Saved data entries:
· · · · · · ·

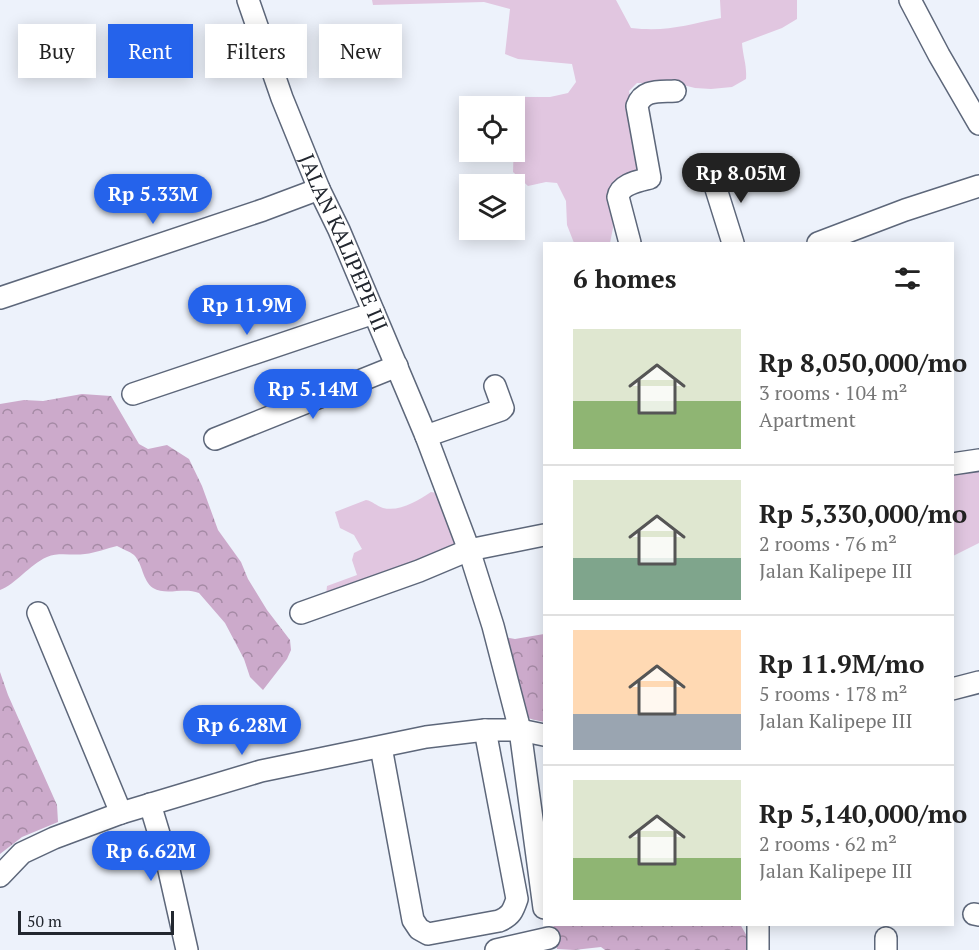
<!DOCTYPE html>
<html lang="en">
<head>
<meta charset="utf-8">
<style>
  :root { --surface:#fff; --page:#f6f6f6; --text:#222; --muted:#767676; --line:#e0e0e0; --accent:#2563eb }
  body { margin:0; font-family:"PT Serif",serif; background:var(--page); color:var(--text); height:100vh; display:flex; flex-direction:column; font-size:22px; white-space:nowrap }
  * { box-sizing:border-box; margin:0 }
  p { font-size:20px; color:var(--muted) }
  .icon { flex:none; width:33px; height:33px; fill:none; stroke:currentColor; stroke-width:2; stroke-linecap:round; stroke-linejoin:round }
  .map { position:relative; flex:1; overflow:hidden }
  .sheet { position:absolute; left:543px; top:242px; width:411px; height:684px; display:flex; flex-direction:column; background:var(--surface); border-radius:0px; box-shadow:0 3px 15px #0003 }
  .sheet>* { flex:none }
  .guide { position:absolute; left:18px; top:24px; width:435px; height:54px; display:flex; gap:12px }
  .tools { position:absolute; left:459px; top:96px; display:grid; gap:12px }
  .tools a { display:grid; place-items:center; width:66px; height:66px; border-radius:0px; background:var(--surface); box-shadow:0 3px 15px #0003; font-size:30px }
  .scale { position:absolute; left:18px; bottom:15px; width:156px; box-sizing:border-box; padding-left:6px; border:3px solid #22272f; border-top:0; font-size:16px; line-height:21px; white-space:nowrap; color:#22272f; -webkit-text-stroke:4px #edf2fb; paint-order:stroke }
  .price { position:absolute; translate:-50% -51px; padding:0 14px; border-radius:21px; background:var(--accent); color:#fff; font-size:20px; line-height:39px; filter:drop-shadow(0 2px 3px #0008) }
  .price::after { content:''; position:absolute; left:50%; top:36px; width:18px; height:14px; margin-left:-9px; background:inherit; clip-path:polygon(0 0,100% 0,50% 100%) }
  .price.active { background:#222; color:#fff }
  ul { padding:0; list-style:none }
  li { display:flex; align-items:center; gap:18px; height:150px; padding:0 30px }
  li+li { border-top:2px solid var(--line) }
  li span { display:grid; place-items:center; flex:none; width:168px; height:120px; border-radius:0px; color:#555 }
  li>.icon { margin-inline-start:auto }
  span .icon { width:72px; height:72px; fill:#fffc; stroke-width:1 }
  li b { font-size:26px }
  h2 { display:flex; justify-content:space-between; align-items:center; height:72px; padding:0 30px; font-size:26px }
  .tag { padding:0 21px; border-radius:0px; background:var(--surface); box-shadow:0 3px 15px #0003; font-size:21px; line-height:54px }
  .tag.active { background:var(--accent); color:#fff }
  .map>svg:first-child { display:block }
  .green { fill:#e1c6e0 }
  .forest { fill:url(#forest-crowns) }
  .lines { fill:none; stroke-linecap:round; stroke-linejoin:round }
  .minor-casing { stroke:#5d677a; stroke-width:24 }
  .minor { stroke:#fff; stroke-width:21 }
  .labels { text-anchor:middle; stroke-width:5; stroke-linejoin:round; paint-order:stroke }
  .street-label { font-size:21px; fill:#22272f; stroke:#edf2fb }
</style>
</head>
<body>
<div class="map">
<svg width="979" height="950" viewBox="0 0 979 950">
  <defs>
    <pattern id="forest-crowns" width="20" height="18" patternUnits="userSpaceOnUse" patternTransform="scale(1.5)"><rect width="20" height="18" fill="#ccaacb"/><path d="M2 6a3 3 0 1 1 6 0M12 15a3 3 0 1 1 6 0" fill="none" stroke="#a58aa5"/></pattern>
  </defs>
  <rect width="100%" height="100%" fill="#edf2fb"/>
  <!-- green -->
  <g class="green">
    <path d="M372,0H616L631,28C668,32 686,25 721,18L720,0H797V19L782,28L742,43C743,57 747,65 746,79L732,87L711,89L695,88L679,84L637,83L629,91L635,122L639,173L612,205L613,228L610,243H574L567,225L566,201L557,183L546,182L528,186L513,172L515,109L518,97H550L568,93L576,82L572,64L518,59L505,54L510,9L484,2L373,5Z"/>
    <polygon points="979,468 979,543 953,556 953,473"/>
    <path d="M431,492L442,494L462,553L326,595L327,586L357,575L352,560L354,553L362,549L354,535L340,528L335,512L366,500C373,501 376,506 383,508C400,512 417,501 431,492Z"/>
  </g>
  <!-- forest -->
  <g class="forest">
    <path d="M82,394L111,396L139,444L148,449L167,445L189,459L202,486L218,530L241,562L248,579L267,610L290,640L291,650L287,659L263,690L250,677L244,659L225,623L199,593C184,587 166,596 153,588C142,580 143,564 134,555C129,551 122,549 117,546C107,548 96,553 85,554C72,556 59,552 47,557C29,565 16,584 0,590V404L24,400L43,401Z"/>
    <polygon points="544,634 544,722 531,719 519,714 503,637 515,639"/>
    <polygon points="0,672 8,695 57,805 58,822 22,837 0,854"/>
    <polygon points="553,924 740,924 748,938 761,950 605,950 601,947 574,950 557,949"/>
  </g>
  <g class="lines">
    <defs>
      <g id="minor">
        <path id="s1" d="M248,0L282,98L319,189L339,230L426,436L469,550L493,626L520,730L544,908"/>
        <polyline points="910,0 939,55 979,124"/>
        <polyline points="712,176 733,243"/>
        <path d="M630,243L618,197C620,184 639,181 650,178L637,106C643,89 659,92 675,91"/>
        <polyline points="818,243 905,210 979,186"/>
        <polyline points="0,298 263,210 319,189"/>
        <polyline points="133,394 374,313"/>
        <polyline points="426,436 501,410 503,408 495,386"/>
        <polyline points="215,439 397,366"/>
        <polyline points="952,464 979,460"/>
        <polyline points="38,613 121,813"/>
        <polyline points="301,613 419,571 469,550 544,535"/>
        <polyline points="952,689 979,682"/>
        <path d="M381,747L413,920L419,929L428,934L499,921C511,916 513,911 517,899L485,730"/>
        <polyline points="150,804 166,857 187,950"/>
        <polyline points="0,876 22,853 54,838 121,813 261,771 426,737 485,730 520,730 544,735"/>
        <polyline points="974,914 979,915"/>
        <polyline points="758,924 758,950"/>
        <polyline points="496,950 549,938"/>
        <polyline points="886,950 886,938"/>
      </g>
    </defs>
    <!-- minor casing -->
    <use href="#minor" class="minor-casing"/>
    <!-- minor -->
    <use href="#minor" class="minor"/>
  </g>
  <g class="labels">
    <!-- street labels -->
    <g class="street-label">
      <text dy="7" stroke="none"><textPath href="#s1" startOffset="261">JALAN KALIPEPE III</textPath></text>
    </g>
  </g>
</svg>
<div class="tools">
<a><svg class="icon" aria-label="locate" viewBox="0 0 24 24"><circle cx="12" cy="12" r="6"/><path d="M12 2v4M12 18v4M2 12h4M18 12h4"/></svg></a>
<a><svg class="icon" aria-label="layers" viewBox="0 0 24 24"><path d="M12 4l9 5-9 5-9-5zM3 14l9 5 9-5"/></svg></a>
</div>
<div class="scale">50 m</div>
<b class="price active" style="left:741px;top:204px">Rp 8.05M</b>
<b class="price" style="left:153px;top:225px">Rp 5.33M</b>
<b class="price" style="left:247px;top:336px">Rp 11.9M</b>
<b class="price" style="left:313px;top:420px">Rp 5.14M</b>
<b class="price" style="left:242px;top:756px">Rp 6.28M</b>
<b class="price" style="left:151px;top:882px">Rp 6.62M</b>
<div class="guide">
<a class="tag">Buy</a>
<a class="tag active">Rent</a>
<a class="tag">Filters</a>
<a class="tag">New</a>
</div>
<section class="sheet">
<h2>6 homes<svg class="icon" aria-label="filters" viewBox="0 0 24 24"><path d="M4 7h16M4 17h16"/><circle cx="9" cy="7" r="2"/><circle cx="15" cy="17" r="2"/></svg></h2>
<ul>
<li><span style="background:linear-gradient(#dfe7d0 60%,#8fb573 0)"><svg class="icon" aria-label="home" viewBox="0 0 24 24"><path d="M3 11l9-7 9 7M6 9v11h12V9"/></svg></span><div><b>Rp 8,050,000/mo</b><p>3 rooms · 104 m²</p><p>Apartment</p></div></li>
<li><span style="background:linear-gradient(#dfe7d0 65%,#7fa58c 0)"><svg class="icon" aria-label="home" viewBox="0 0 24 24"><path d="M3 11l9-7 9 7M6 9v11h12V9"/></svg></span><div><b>Rp 5,330,000/mo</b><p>2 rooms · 76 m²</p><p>Jalan Kalipepe III</p></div></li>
<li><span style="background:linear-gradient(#ffd9b3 70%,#9aa5b1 0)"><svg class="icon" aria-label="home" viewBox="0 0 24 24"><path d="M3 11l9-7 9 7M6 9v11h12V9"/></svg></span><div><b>Rp 11.9M/mo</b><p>5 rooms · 178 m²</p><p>Jalan Kalipepe III</p></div></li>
<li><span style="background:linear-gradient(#dfe7d0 65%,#8fb573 0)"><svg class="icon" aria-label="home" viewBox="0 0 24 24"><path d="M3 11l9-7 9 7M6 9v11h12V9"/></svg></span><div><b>Rp 5,140,000/mo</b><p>2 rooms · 62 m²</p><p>Jalan Kalipepe III</p></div></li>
</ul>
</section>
</div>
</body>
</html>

· · · · · · ·

Exercise instructions: Identify each line in the records above that contains the word "position", and copy it out in full.

Result of the exercise:
  .map { position:relative; flex:1; overflow:hidden }
  .sheet { position:absolute; left:543px; top:242px; width:411px; height:684px; display:flex; flex-direction:column; background:var(--surface); border-radius:0px; box-shadow:0 3px 15px #0003 }
  .guide { position:absolute; left:18px; top:24px; width:435px; height:54px; display:flex; gap:12px }
  .tools { position:absolute; left:459px; top:96px; display:grid; gap:12px }
  .scale { position:absolute; left:18px; bottom:15px; width:156px; box-sizing:border-box; padding-left:6px; border:3px solid #22272f; border-top:0; font-size:16px; line-height:21px; white-space:nowrap; color:#22272f; -webkit-text-stroke:4px #edf2fb; paint-order:stroke }
  .price { position:absolute; translate:-50% -51px; padding:0 14px; border-radius:21px; background:var(--accent); color:#fff; font-size:20px; line-height:39px; filter:drop-shadow(0 2px 3px #0008) }
  .price::after { content:''; position:absolute; left:50%; top:36px; width:18px; height:14px; margin-left:-9px; background:inherit; clip-path:polygon(0 0,100% 0,50% 100%) }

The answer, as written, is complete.